> **ACTION ITEM**
Reproduce the records in full. Alter nothing.
>>>
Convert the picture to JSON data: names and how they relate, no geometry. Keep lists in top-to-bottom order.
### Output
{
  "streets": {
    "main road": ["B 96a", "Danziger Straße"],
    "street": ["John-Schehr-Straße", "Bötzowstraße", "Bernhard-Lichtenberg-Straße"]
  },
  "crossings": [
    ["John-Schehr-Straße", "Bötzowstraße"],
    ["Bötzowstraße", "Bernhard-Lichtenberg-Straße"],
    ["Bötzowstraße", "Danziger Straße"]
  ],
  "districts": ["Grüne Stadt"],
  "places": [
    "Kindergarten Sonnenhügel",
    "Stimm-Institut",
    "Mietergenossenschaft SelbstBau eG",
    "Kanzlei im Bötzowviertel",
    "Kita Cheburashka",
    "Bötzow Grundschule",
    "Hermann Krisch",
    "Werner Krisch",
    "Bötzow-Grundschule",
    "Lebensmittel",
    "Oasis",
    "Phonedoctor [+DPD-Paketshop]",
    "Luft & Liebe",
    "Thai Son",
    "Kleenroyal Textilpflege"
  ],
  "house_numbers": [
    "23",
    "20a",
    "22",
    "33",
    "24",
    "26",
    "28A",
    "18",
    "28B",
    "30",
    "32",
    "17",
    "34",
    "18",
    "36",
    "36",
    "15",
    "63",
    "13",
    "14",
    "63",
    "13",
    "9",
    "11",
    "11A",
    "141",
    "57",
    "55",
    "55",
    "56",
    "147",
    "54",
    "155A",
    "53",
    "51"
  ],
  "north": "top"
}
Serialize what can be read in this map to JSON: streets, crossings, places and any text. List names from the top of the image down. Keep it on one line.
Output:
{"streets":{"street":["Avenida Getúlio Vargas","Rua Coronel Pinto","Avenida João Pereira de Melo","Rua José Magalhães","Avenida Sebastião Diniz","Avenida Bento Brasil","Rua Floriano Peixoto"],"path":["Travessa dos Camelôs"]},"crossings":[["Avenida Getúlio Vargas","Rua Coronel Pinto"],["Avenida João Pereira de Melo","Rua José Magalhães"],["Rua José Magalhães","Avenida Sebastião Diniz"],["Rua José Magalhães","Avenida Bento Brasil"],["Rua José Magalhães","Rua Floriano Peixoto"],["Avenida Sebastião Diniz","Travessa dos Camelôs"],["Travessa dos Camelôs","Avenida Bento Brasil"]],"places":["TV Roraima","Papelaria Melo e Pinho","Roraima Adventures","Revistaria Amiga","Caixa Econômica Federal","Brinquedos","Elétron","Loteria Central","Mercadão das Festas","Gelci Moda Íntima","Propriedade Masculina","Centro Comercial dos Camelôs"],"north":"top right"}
<<<
> **RESPONSE TO THIS EXERCISE**
Convert the picture to JSON data: names and how they relate, no geometry. Keep lists in top-to-bottom order.
### Output
{
  "streets": {
    "main road": ["B 96a", "Danziger Straße"],
    "street": ["John-Schehr-Straße", "Bötzowstraße", "Bernhard-Lichtenberg-Straße"]
  },
  "crossings": [
    ["John-Schehr-Straße", "Bötzowstraße"],
    ["Bötzowstraße", "Bernhard-Lichtenberg-Straße"],
    ["Bötzowstraße", "Danziger Straße"]
  ],
  "districts": ["Grüne Stadt"],
  "places": [
    "Kindergarten Sonnenhügel",
    "Stimm-Institut",
    "Mietergenossenschaft SelbstBau eG",
    "Kanzlei im Bötzowviertel",
    "Kita Cheburashka",
    "Bötzow Grundschule",
    "Hermann Krisch",
    "Werner Krisch",
    "Bötzow-Grundschule",
    "Lebensmittel",
    "Oasis",
    "Phonedoctor [+DPD-Paketshop]",
    "Luft & Liebe",
    "Thai Son",
    "Kleenroyal Textilpflege"
  ],
  "house_numbers": [
    "23",
    "20a",
    "22",
    "33",
    "24",
    "26",
    "28A",
    "18",
    "28B",
    "30",
    "32",
    "17",
    "34",
    "18",
    "36",
    "36",
    "15",
    "63",
    "13",
    "14",
    "63",
    "13",
    "9",
    "11",
    "11A",
    "141",
    "57",
    "55",
    "55",
    "56",
    "147",
    "54",
    "155A",
    "53",
    "51"
  ],
  "north": "top"
}
Serialize what can be read in this map to JSON: streets, crossings, places and any text. List names from the top of the image down. Keep it on one line.
Output:
{"streets":{"street":["Avenida Getúlio Vargas","Rua Coronel Pinto","Avenida João Pereira de Melo","Rua José Magalhães","Avenida Sebastião Diniz","Avenida Bento Brasil","Rua Floriano Peixoto"],"path":["Travessa dos Camelôs"]},"crossings":[["Avenida Getúlio Vargas","Rua Coronel Pinto"],["Avenida João Pereira de Melo","Rua José Magalhães"],["Rua José Magalhães","Avenida Sebastião Diniz"],["Rua José Magalhães","Avenida Bento Brasil"],["Rua José Magalhães","Rua Floriano Peixoto"],["Avenida Sebastião Diniz","Travessa dos Camelôs"],["Travessa dos Camelôs","Avenida Bento Brasil"]],"places":["TV Roraima","Papelaria Melo e Pinho","Roraima Adventures","Revistaria Amiga","Caixa Econômica Federal","Brinquedos","Elétron","Loteria Central","Mercadão das Festas","Gelci Moda Íntima","Propriedade Masculina","Centro Comercial dos Camelôs"],"north":"top right"}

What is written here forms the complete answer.